Now that I am firmly within the grasp of peri-menopause, here are the side effects that I am experiencing (Caveat: Everyone reacts to prescription drugs differently):

  • Lack of a regular menstrual cycle. I have what I call a ‘period-adjacent.’ For the first year or so on the Tamox, I had brown spotting not requiring a tampon every 28-ish days. This technically qualified as a period, but it was nothing to write home about. In 2018 things have changed. No more adjacencies. I haven’t had a period of any kind since early March. Where is my uterine lining going you may ask? Your guess is as good as mine.
  • Slowing of my metabolism. Now this may get its own blog post sometime soon because it is a HUGE component of Tamoxifen that no medical providers talk about. Without adequate hormonal support, your metabolism slows and you gain weight. It’s that simple. I have upped my exercise game from what was already pretty robust and my eating habits have stayed the same if not gotten a wee bit better. When I tell you I CANNOT move the scale (well, I could very easily move it up), I am not kidding. I work out hard 6 days a week. I am strong, I know that, but I am just stuck at what I would call ‘Thick-ish Grace.’ It’s actually infuriating. I am on the verge of needing to go up a size in clothes AT ALL TIMES. Yeah, this is definitely getting its own blog post. Hold please.
  • Night sweats. Now this just pure hilarity. And by hilarity, I mean complete tragedy. I go to bed with normal bedtime clothes on. In fact, I am often chilly and put on socks or a sweatshirt. At some point after a few hours of sleeping, I awake to my body soaked in sweat. I’m not talking like, a light glaze, I am talking, dunk-tank wet. My clothes are wet, the sheets are wet and the comforter is stuck to my chest. I almost always end up taking off everything down to my undies. A few nights ago a kid came into our bedroom in the middle of the night and got into bed with me. The child snuggled up and immediately screamed and recoiled. I was a like a slick, hot noodle. I am disgusting.  I have resorted to sleeping on a towel. It’s is just horrid.

    At least the towel is monogrammed so I stay classy while sweating through every inch of my body.

So, just 100 months left of this stuff! A measly 100 months. It’s fine. I’m not pissed about it at all. It’s super fun to wash your sheets almost every other day. And I am stoked at the prospect of buying all new clothes cause I am 38 and in perennial menopause. Taste. The. Sarcasm.

To all those who think my cancer odyssey is over, pick one night within the next 100 months and snuggle up to me in bed. After you peel yourself off my my greased pig space heater of a body, we can have that conversation.

With Lymphedema, you need to wear a compression sleeve in hot weather.

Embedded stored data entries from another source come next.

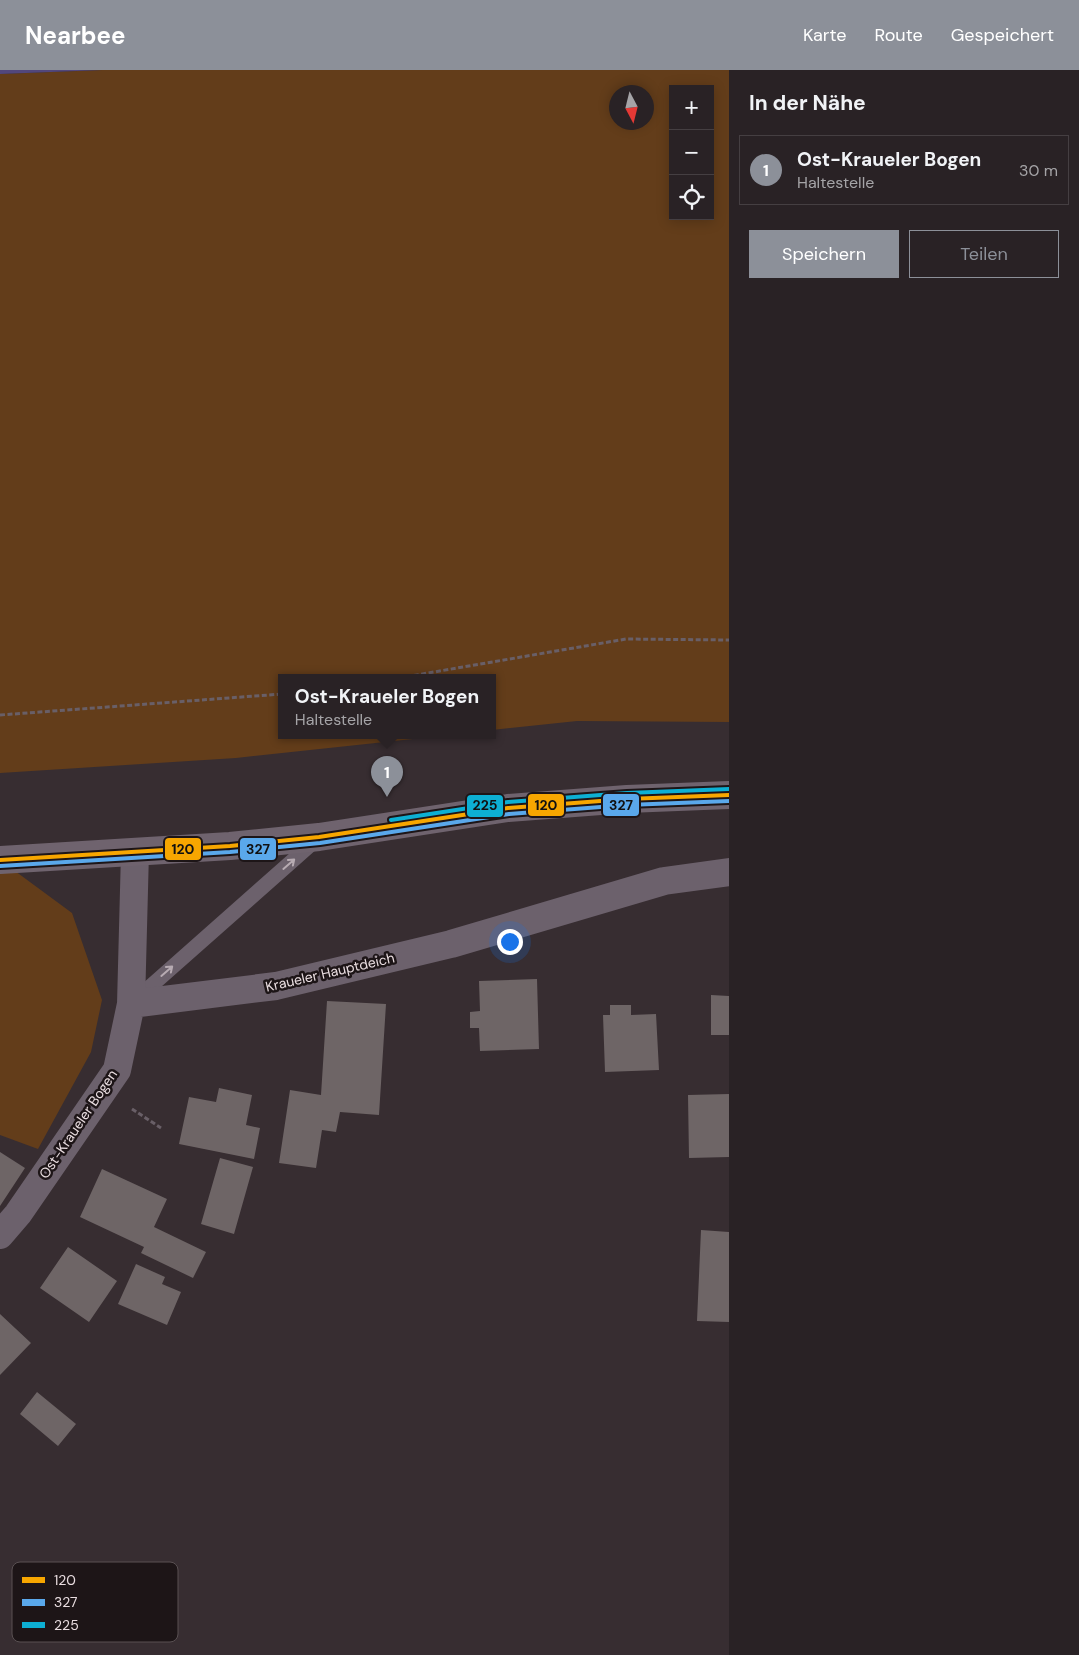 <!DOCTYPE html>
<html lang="de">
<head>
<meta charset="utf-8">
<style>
	body { margin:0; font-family:"DM Sans",sans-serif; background:#352f32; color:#f1f3f6 }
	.controls { position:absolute; right:15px; top:15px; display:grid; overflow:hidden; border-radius:0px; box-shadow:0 2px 12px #0003 }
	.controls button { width:45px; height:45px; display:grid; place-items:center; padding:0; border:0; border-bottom:1px solid #453f42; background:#292225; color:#f1f3f6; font:25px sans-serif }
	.compass { position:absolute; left:609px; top:15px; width:45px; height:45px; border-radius:50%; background:#292225; box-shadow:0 2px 12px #0003; rotate:173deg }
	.you { position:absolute; left:509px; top:871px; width:18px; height:18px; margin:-12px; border:4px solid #fff; border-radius:50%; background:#1a73e8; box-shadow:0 0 0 8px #1a73e833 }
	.badge { display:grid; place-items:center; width:32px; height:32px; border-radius:50%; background:#8c9099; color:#fff; font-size:16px; font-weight:700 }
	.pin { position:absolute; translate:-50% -41px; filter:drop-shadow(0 1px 2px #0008) }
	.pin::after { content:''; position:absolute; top:26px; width:18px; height:15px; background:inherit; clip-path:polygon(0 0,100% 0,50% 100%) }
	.popup { position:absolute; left:278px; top:604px; width:218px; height:65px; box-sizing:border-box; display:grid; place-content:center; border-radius:0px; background:#292225; filter:drop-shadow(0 1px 4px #0005); font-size:16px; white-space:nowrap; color:#a5a4a7 }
	.popup b { font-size:19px; color:#f1f3f6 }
	.popup::after { content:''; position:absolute; left:50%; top:100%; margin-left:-10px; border:10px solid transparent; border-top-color:#292225 }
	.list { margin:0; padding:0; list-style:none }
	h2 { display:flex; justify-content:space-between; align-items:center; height:65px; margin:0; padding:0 20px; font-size:21px }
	h2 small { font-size:16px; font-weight:400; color:#a5a4a7 }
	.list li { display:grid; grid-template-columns:32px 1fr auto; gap:15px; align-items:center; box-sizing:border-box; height:70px; margin:0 10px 10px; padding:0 10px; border:1px solid #453f42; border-radius:0px }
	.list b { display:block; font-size:19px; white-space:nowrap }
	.list p { margin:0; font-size:16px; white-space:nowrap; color:#a5a4a7 }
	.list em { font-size:16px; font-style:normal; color:#a5a4a7 }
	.actions { display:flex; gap:10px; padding:15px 20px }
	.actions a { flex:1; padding:11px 0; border:1px solid #8c9099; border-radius:0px; text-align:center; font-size:18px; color:#8c9099 }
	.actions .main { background:#8c9099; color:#fff }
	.icon { flex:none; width:28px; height:28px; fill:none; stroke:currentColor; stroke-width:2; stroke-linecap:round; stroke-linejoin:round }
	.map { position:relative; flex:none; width:729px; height:1585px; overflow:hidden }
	header { display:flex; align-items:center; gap:30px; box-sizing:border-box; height:70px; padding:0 25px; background:#8c9099; color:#fff }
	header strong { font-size:24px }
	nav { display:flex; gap:28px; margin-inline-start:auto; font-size:18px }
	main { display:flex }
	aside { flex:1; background:#292225 }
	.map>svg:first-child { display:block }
</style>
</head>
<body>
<header>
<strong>Nearbee</strong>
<nav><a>Karte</a><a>Route</a><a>Gespeichert</a></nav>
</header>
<main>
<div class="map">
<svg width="729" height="1585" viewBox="0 0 729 1585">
	<rect width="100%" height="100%" fill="#372d31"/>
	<path fill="#633d1a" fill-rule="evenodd" d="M102 0H729V652L577 651 492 660V608H282V666H441L236 688 0 703V4ZM673 19H710V146H673ZM616 22H646V52H616Z
		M15 801 72 843 102 930 91 982 38 1079 0 1065V802Z"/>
	<path fill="#52477c" d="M0 0H102L0 4Z"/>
	<path fill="#6e6566" d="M537 909 539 979 480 981 479 958H470V942L480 941 479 911Z
		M711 925 729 926V965H711Z
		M327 931 386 934 379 1045 340 1042 336 1062 322 1060 316 1098 279 1093 290 1020 321 1025Z
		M610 935H631V945L656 944 659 1000 605 1002 603 945H610Z
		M219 1018 252 1025 246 1055 260 1058 254 1089 179 1074 189 1027 216 1032Z
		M729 1024V1087L689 1088 688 1025Z
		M0 1082 25 1098 0 1136Z
		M220 1088 253 1097 234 1164 201 1154Z
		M102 1099 167 1129 154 1157 206 1182 193 1208 141 1183 144 1177 80 1147Z
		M701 1160 729 1162V1252L697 1251Z
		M68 1177 117 1211 89 1252 40 1218Z
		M136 1194 165 1207 162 1214 181 1222 167 1255 118 1234Z
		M0 1244 31 1273 0 1305Z
		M37 1322 76 1354 58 1376 20 1344Z"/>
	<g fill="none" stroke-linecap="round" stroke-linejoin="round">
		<path stroke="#695f67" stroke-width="3" stroke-dasharray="5 2.5" stroke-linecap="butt" d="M399 608 626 569 729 570
			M0 645 282 624
			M132 1039 161 1058"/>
		<path stroke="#6c616c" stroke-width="15" d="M134 931 317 769"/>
		<path stroke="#6c616c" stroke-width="28" d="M131 934 276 916 451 874 664 811 729 802
			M0 1165 18 1144 117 1000 131 934 135 782"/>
		<path stroke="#6f636e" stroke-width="28" d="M0 790 230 776 319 767 508 738 627 729 729 725"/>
		<defs>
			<path id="bus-1" d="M0 790 230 776 319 767 508 738 627 729 729 725"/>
			<path id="bus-2" d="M0 796 230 782 320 773 509 744 627 735 729 731"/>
			<path id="bus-3" d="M391 750 508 732 627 723 729 719"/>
		</defs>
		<use href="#bus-1" stroke="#1d1517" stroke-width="8"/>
		<use href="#bus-2" stroke="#1d1517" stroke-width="8"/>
		<use href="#bus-3" stroke="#1d1517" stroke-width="8"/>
		<use href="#bus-1" stroke="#f7a600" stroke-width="4"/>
		<use href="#bus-2" stroke="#5aa8eb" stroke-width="4"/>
		<use href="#bus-3" stroke="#0dafd3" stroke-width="4"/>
	</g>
	<defs><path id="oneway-shaft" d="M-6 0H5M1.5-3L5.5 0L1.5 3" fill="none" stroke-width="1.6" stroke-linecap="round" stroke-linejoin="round" transform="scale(1.25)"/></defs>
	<g stroke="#b7abb2">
		<use href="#oneway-shaft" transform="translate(289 794) rotate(-41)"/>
		<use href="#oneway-shaft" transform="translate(167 901) rotate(-41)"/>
	</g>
	<g text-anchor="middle" stroke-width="5" stroke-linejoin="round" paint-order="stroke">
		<g font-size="14" fill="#e9dde0" stroke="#1d1517">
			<text transform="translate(330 902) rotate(-13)" y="5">Kraueler Hauptdeich</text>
			<text transform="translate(78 1054) rotate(-56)" y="5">Ost-Kraueler Bogen</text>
		</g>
	</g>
	<rect x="12" y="1492" width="166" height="80" rx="8" fill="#1d1517" stroke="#5a5153" stroke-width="1"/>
	<rect x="22" y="1507" width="23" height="6" fill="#f7a600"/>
	<rect x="22" y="1529" width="23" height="7" fill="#5aa8eb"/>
	<rect x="22" y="1552" width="23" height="6" fill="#0dafd3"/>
	<g font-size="14" fill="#e9dde0">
		<text x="54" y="1515">120</text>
		<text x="54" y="1537">327</text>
		<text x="54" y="1560">225</text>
	</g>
	<g stroke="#1d1517" stroke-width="2">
		<rect x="527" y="723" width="38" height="24" rx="5" fill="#f7a600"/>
		<rect x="602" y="723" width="38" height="24" rx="5" fill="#5aa8eb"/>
		<rect x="466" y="724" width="38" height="24" rx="5" fill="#0dafd3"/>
		<rect x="164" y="767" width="38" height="24" rx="5" fill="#f7a600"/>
		<rect x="239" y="767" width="38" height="24" rx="5" fill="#5aa8eb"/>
	</g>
	<g font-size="14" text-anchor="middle" font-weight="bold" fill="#111">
		<text x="546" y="740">120</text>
		<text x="621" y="740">327</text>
		<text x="485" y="740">225</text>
		<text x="183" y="784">120</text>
		<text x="258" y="784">327</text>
	</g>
</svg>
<div class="controls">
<button>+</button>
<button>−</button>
<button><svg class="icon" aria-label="locate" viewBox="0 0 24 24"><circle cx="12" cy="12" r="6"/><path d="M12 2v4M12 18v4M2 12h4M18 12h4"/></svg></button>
</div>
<svg class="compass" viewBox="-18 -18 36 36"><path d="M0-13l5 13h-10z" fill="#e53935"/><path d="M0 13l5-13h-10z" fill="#a5a4a7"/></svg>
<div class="you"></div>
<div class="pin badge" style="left:387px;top:727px">1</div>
<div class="popup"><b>Ost-Kraueler Bogen</b>Haltestelle</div>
</div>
<aside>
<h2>In der Nähe<small></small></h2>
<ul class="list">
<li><span class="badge">1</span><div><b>Ost-Kraueler Bogen</b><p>Haltestelle</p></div><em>30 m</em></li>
</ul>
<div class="actions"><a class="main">Speichern</a><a>Teilen</a></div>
</aside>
</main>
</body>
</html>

The compression sleeve makes you hotter thus perpetuating the need for the sleeve. Vicious cycle of evilness.

4 Comments Add yours

  1. Menopause is like the shittier friend to the already shitty cancer diagnosis. I’m over it. Except, like, I’m never actually over it, because I’m 33 and in menopause for the rest of my (hopefully long) life.


  2. Aunt Betsy says:

    You still look gorgeous to me!


  3. Jayme Levin says:

    Your blog posts literally are incredible. You write with such honesty and poise and I look forward to reading all of your updates. Too bad I didn’t know any if this when I saw you in drop off and pick up at school last year. If I had I’d if given you a hug. Your strength is immeasurable and my mom who is a 12 year survivor of HER positive inflammatory stage four breast cancer reads all of your stories and can relate to many. I pray for you often.


  4. Anonymous says:

    Hi Grace. I have been taking tamoxifen for 7 years now and want to tell you that after about the 2nd year my symptoms particularly the night sweats subsided substantially. I also changed the time of day I was taking the T and it changed when I was getting the heat flashes and sweats, so if you prefer to have them during the day try taking at a different time.